# Exercise brief:
All lines in the records that carry the string "Гриня" are to be shown.

************

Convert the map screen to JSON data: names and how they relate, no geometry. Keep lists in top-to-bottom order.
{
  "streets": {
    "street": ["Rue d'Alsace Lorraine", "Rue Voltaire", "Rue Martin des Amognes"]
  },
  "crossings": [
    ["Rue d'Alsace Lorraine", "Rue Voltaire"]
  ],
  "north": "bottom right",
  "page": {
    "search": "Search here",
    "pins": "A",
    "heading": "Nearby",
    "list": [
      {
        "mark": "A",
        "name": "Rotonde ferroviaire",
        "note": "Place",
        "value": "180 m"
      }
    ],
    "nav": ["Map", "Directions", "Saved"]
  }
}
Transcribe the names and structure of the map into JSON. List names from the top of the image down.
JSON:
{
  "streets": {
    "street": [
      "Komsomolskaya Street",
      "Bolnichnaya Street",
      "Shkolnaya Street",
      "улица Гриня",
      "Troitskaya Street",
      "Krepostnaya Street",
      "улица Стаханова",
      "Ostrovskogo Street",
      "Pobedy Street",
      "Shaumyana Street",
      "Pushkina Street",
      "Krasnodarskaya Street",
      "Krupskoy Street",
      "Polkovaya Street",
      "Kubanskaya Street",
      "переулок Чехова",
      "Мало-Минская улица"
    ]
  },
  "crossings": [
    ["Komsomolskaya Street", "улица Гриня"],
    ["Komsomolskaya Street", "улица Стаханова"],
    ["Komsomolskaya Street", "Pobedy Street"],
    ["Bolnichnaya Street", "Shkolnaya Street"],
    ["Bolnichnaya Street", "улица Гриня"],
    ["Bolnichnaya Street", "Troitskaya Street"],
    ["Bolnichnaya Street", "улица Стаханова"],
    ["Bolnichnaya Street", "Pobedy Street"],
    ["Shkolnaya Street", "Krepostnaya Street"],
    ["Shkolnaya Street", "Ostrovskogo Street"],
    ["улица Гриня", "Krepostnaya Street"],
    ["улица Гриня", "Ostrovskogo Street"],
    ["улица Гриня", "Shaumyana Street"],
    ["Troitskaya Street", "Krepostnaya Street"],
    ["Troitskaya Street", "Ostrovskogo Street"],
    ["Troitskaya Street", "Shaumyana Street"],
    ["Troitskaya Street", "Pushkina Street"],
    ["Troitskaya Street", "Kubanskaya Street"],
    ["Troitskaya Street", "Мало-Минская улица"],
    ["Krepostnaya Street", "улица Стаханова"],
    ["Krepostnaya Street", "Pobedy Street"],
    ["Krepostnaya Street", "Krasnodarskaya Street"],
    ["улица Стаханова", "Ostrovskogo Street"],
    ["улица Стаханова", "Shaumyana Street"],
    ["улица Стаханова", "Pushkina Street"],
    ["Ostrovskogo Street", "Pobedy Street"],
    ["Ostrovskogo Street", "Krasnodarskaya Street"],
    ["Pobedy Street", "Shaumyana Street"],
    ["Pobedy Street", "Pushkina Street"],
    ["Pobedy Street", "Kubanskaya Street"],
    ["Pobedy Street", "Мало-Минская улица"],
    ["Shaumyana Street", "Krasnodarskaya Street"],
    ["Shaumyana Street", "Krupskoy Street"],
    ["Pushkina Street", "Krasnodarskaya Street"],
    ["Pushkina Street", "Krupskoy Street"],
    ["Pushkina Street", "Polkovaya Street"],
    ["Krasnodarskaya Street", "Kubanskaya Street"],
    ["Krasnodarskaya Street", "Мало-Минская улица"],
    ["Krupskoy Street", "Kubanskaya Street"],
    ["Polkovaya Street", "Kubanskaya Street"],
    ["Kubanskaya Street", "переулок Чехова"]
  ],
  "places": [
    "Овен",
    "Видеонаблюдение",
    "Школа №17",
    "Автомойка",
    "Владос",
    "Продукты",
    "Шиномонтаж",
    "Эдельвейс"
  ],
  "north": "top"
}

************

# Result for this task:
      "улица Гриня",
    ["Komsomolskaya Street", "улица Гриня"],
    ["Bolnichnaya Street", "улица Гриня"],
    ["улица Гриня", "Krepostnaya Street"],
    ["улица Гриня", "Ostrovskogo Street"],
    ["улица Гриня", "Shaumyana Street"],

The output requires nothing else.